Come ascolti la musica? Spotify? YouTube? iTunes? 42 anni fa il mondo ha avuto il suo primo assaggio di quello che sarebbe diventato uno dei dispositivi musicali più importanti della storia: il compact disk (CD)
Era il 1979 quando fu inventato il compact disk. In un’epoca in cui non esisteva ancora la musica online, il CD divenne il modo più sofisticato per immagazzinare e riprodurre musica.
Le aziende elettroniche Philips e Sony si unirono per iniziare a lavorare sui CD per il pubblico, un disco di archiviazione sottile, lucido e circolare, che poteva contenere circa 80 minuti di musica e poteva essere messo in un lettore CD per riprodurre la musica ad alto volume.
Il primo CD di prova fu stampato ad Hannover, in Germania, dallo stabilimento Polydor Pressing Operations nel 1981. Il disco conteneva una registrazione del brano Eine Alpensinfonie di Richard Strauss, suonato dalla Filarmonica di Berlino e diretto da Herbert von Karajan. La prima dimostrazione pubblica fu nel programma televisivo della BBC Tomorrow’s World quando fu suonato l’album Living Eyes del 1981 dei Bee Gees.
I compact disk sono stati resi disponibili al pubblico soltanto nel 1982 diventando rapidamente il modo più efficiente di conservare la musica facendo cadere in disuso vinili e cassette.
I vantaggi erano molteplici, i dischi in vinile erano molto più grandi e si potevano rompere facilmente, mentre nelle cassette una volta finito un lato, lo si doveva capovolgere per avere altre canzoni sull’altro lato. Anche se le cassette erano piccole, i CD divennero presto più popolari perché si poteva passare direttamente alla canzone che si voleva ascoltare.

Il declino del CD: dal compact disk allo streaming
Nel 1995 i CD erano il principale formato dei media musicali, superando le vendite del vinile alla fine degli anni ’80 e delle cassette nel 1993.
In quegli anni, però, se volevi fare un mix personalizzato o fare una copia per i tuoi amici, lo facevi ancora su cassette. Solo due anni dopo, questo processo avrebbe iniziato a cambiare.
Stranamente però, il formato digitale del CD ha accelerato la sua stessa caduta. Alla fine degli anni ’90, i prezzi delle unità CD-ROM per computer erano scesi e il software per estrarre l’audio dai CD e convertirlo in file WAV e MP3 – ovvero il ripping – era facilmente disponibile.

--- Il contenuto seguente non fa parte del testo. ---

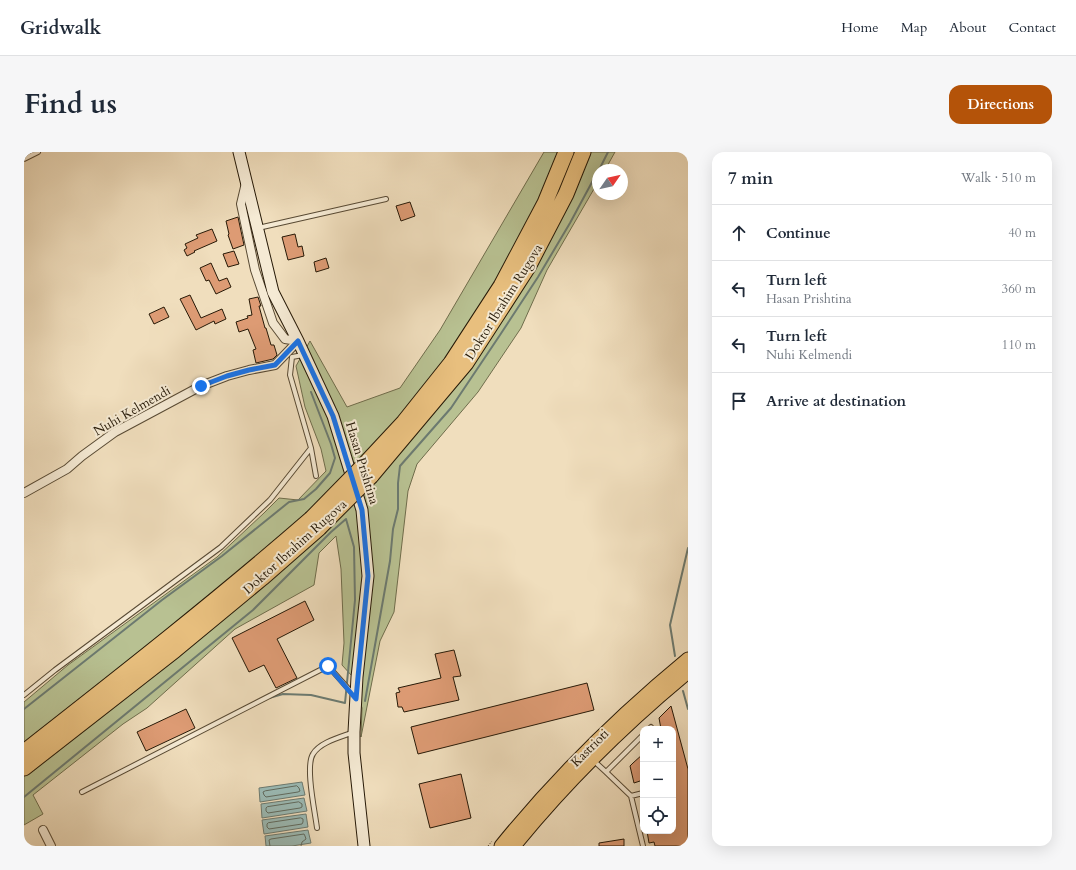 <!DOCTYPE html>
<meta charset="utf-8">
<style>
body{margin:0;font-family:Cardo,serif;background:#f6f6f7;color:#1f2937}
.controls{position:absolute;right:12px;bottom:12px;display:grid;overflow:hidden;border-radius:8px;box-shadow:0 4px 16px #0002}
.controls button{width:36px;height:36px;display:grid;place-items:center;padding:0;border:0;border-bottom:1px solid #e0e1e3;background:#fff;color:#1f2937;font:20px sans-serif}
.compass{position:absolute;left:568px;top:12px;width:36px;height:36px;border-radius:50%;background:#fff;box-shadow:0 4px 16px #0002;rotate:56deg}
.stop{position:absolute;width:12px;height:12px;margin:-9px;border:3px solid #1a73e8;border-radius:50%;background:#fff}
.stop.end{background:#1a73e8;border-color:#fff;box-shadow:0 1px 4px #0008}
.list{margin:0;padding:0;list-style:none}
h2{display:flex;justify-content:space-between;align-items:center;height:52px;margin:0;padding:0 16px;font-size:17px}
h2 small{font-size:13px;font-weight:400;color:#747a83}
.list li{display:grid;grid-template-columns:26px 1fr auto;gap:12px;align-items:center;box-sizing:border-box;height:56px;padding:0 16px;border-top:1px solid #e0e1e3}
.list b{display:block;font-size:15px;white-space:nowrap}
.list p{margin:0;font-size:13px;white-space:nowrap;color:#747a83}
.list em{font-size:13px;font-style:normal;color:#747a83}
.icon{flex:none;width:22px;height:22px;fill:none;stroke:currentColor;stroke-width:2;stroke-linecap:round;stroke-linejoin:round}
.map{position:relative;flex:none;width:664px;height:694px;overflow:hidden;border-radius:12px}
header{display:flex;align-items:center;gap:24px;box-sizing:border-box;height:56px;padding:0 20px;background:#fff;border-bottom:1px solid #e0e1e3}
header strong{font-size:19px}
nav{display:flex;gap:22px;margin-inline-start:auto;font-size:14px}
.intro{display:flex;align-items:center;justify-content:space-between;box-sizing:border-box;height:96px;padding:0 24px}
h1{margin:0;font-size:28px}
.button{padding:10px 18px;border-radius:12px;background:#b45309;color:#fff;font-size:14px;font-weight:700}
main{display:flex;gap:24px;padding:0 24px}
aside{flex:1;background:#fff;border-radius:12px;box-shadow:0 4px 16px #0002}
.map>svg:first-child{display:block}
.green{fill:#b8c192;stroke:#6f6d4c}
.water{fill:#9bbbb6;stroke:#6c7a70}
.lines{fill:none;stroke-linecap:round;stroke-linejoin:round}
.shore{stroke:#606a5e;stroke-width:1}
.stream{stroke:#6c7a70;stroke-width:2}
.building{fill:#dd9b74;stroke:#261907}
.service-casing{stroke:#584a34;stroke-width:6}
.minor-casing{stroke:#584a34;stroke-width:10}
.secondary-casing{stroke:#261907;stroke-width:13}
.trunk-casing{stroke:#261907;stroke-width:15}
.motorway-casing{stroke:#261907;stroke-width:17}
.path{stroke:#261907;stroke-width:1;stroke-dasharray:1 2;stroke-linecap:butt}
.service{stroke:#f5ead4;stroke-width:4}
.minor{stroke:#f5ead4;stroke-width:8}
.secondary{stroke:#f5ead4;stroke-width:11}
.trunk{stroke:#e8bf7e;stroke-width:13}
.motorway{stroke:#e8bf7e;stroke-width:15}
.motorway-bridge-casing{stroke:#261907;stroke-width:17;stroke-linecap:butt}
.motorway-bridge{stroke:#e8bf7e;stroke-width:15}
.route{stroke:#1a73e8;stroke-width:5}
.labels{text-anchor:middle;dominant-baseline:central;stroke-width:4;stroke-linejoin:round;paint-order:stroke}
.street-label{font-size:13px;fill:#261907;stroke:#f5ead4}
</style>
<header>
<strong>Gridwalk</strong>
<nav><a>Home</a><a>Map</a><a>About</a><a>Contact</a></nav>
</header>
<div class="intro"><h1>Find us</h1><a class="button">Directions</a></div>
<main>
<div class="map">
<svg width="664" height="694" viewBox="0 0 664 694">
<rect width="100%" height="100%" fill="#f0debd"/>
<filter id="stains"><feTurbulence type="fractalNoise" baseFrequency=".005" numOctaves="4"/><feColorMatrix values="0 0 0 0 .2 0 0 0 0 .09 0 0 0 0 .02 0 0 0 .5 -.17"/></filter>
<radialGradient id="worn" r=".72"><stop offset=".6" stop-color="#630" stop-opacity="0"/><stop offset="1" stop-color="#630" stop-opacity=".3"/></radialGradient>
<path class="green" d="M520,0H591L581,18H574V30L523,118L497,176L454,240L393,312L384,339L370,460L356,489L337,585L338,556L328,524L318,513L320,491L317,417L312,384L295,401L290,433L211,477L123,556L99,572L9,643L19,662L0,673V550L44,513L193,405L240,361L255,346L274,348L302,319L297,297L281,255L272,214L286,189L323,255L376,236L416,178Z"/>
<path class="water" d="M278,630L281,643L236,650L235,636Z
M280,646L283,659L238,666L237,652Z
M282,662L284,675L240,682L238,668Z
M284,678L287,691L268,694H242L241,684Z"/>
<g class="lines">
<path class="shore" d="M273,634L275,636L276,639L274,640L242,645L240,643L239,640L241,639Z
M275,650L278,652V655L276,656L244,661L242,659V656L243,655Z
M277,666L279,667V670L278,672L245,677L243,675V672L244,671Z
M246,694L245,688L247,687L280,682L281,684L282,687L278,690L277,694"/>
<path class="stream" d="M575,18L584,0
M651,504L646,473L664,396
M659,539L664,557
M341,549L366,409L369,377L374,357V331L376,314L427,256L476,183L514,125L546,71L574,19
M0,557L138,448L198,404L265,350L280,347L292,337L306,321L311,306L307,292L287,240
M0,645L229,458L307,380L322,367L330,395L331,448L321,551L287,543L259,542L245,546"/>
</g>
<path class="building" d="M386,50L391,64L377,69L372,54Z
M214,65L220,93L209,97L204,83L205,82L202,69Z
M188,77L193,89L170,99L171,100L163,104L160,98L163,96L161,92L174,86L172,83Z
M271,82L274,95L278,94L280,104L264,108L258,85Z
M210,99L215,112L204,115L199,102Z
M302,106L305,116L292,120L290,110Z
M187,111L195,129L203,126L207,135L192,142L185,128L182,129L176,116Z
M166,143L177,166L198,157L202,167L191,172L190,169L172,178L156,147Z
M234,145L237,154H235L241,176H242L247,193H250L253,203L249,207L232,211L229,198L232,197L224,177L215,180L212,170L224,166L223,164L228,163L225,147Z
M140,155L145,165L130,172L125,162Z
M281,449L290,468L253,487L273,526L252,536L240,513L225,520L208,486Z
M430,498L437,524L429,525L435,548L380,560L378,555H374L372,541L376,540L374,536L417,526L411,502Z
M563,531L570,558L394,602L387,575Z
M647,554L664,617V694H631L630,690L625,691L623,679H649V577H637L635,566Z
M162,557L171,576L122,599L113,580Z
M619,602V628L610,631L606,614L609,611Z
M437,622L447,666L406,676L395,632Z
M600,687V694H575V691Z"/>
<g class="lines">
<defs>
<path id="service" d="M0,7L14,0
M234,76L362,47
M287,296L292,324
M0,543L31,518L197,395L246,348L287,296L266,223L268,205L279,203
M625,577L627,575
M570,609L582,620L619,583
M582,620L607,644L619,641
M58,640L304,514L330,543
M607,644L619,694
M293,676C291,660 281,614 289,602C296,590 317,585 330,580"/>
<path id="minor" d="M222,31L217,52L231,118L249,171L261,187L274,189
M0,341L43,317L58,304L91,280L177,234L203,224L225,218L251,213L274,189
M19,678L27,694"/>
<path id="secondary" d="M215,0L249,140L274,189L309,264L338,358L344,424L333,525L330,580V601L340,694"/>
<path id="trunk" d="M477,694C533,625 596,563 664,507
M490,694C542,630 601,572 664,520"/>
<path id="motorway" d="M339,314L380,270L427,211L477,134L521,51L542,0
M347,324L442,211L504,115L542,42L559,0
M0,600C97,524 194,448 287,367
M0,616L151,498L238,426L295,376"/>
</defs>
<use href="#service" class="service-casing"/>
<use href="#minor" class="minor-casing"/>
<use href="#secondary" class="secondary-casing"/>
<use href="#trunk" class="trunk-casing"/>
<use href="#motorway" class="motorway-casing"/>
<path class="path" d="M464,694L468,689"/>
<use href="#service" class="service"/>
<use href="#minor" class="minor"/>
<use href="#secondary" class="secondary"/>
<use href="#trunk" class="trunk"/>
<use href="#motorway" class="motorway"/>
<defs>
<path id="motorway-bridge" d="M287,367L339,314
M295,376L347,324"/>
</defs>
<use href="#motorway-bridge" class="motorway-bridge-casing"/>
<use href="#motorway-bridge" class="motorway-bridge"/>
</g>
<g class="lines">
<path class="route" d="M177,234L203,224L225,218L251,213L274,189L309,264L338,358L344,424L334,525L332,547L304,514"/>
</g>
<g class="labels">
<g class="street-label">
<text transform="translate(480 150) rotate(-58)">Doktor Ibrahim Rugova</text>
<text transform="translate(108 259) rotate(-30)">Nuhi Kelmendi</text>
<text transform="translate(338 311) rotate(73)">Hasan Prishtina</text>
<text transform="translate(271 395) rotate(-42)">Doktor Ibrahim Rugova</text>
<text transform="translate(566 596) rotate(-45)">Kastrioti</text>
</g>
</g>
<rect width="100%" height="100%" filter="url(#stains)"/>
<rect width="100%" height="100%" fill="url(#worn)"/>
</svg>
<div class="controls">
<button>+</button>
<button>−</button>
<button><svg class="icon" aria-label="locate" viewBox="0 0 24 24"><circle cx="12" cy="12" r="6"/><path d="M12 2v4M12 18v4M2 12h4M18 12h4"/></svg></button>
</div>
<svg class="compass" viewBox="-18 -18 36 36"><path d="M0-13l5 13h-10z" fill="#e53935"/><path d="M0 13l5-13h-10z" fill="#747a83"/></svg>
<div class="stop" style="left:304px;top:514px"></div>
<div class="stop end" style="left:177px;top:234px"></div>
</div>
<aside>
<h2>7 min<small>Walk · 510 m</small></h2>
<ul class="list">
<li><svg class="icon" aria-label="ahead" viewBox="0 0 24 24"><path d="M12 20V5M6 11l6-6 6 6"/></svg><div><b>Continue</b></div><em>40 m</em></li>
<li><svg class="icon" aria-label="left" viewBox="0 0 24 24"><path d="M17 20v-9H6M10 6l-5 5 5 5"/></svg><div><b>Turn left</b><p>Hasan Prishtina</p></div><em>360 m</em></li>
<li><svg class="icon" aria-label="left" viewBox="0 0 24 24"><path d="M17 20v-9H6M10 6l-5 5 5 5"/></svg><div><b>Turn left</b><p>Nuhi Kelmendi</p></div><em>110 m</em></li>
<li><svg class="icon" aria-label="arrive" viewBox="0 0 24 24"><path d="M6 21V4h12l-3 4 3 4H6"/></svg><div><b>Arrive at destination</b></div></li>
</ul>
</aside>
</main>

Alla fine del decennio, potevi semplicemente prendere la musica salvata nei CD e, cosa forse più importante, condividerla con altri in tutto il mondo attraverso reti di condivisione peer-to-peer non del tutto legali come Napster.
L’MP3 e il servizio di download musicale hanno cambiato per sempre il mondo della musica. Cominciarono a spuntare siti legali per il download di MP3 come eMusic e Rhapsody lanciò il primo servizio di streaming musicale on-demand subito dopo la fine del secolo.

E ora…?
In mezzo a tutti i discorsi sullo streaming musicale e sulla rinascita del vinile (con i dischi che superano i compact disc per la prima volta in quasi tre decenni), il continuo crollo delle vendite di CD non ha ricevuto molta attenzione negli ultimi anni.
Secondo la Recording Industry Association of America (RIAA), le vendite di album su CD negli Stati Uniti sono calate del 97% dal picco del 2000 e sono attualmente al loro livello più basso dal 1986, quando l’album di debutto di Whitney Houston è stato in cima alle classifiche di Billboard.
Colpito dall’ascesa del filesharing e dei lettori MP3 nei primi anni 2000, le vendite dei compact disc si sono quasi dimezzate tra il 2000 e il 2007, cioè quando gli smartphone e i primi servizi di streaming musicale sono emersi per mettere il chiodo finale sulla piccola bara rotonda del compact disc.
Nel 2020, 31,6 milioni di album su CD sono stati venduti negli Stati Uniti (vendite calate del 95% dal 2000), rappresentando meno del 4% dei ricavi dell’industria musicale e raggiungendo il livello più basso mai registrato dal 1986.
Dire che i CD hanno perso il loro fattore cool è un po’ un eufemismo!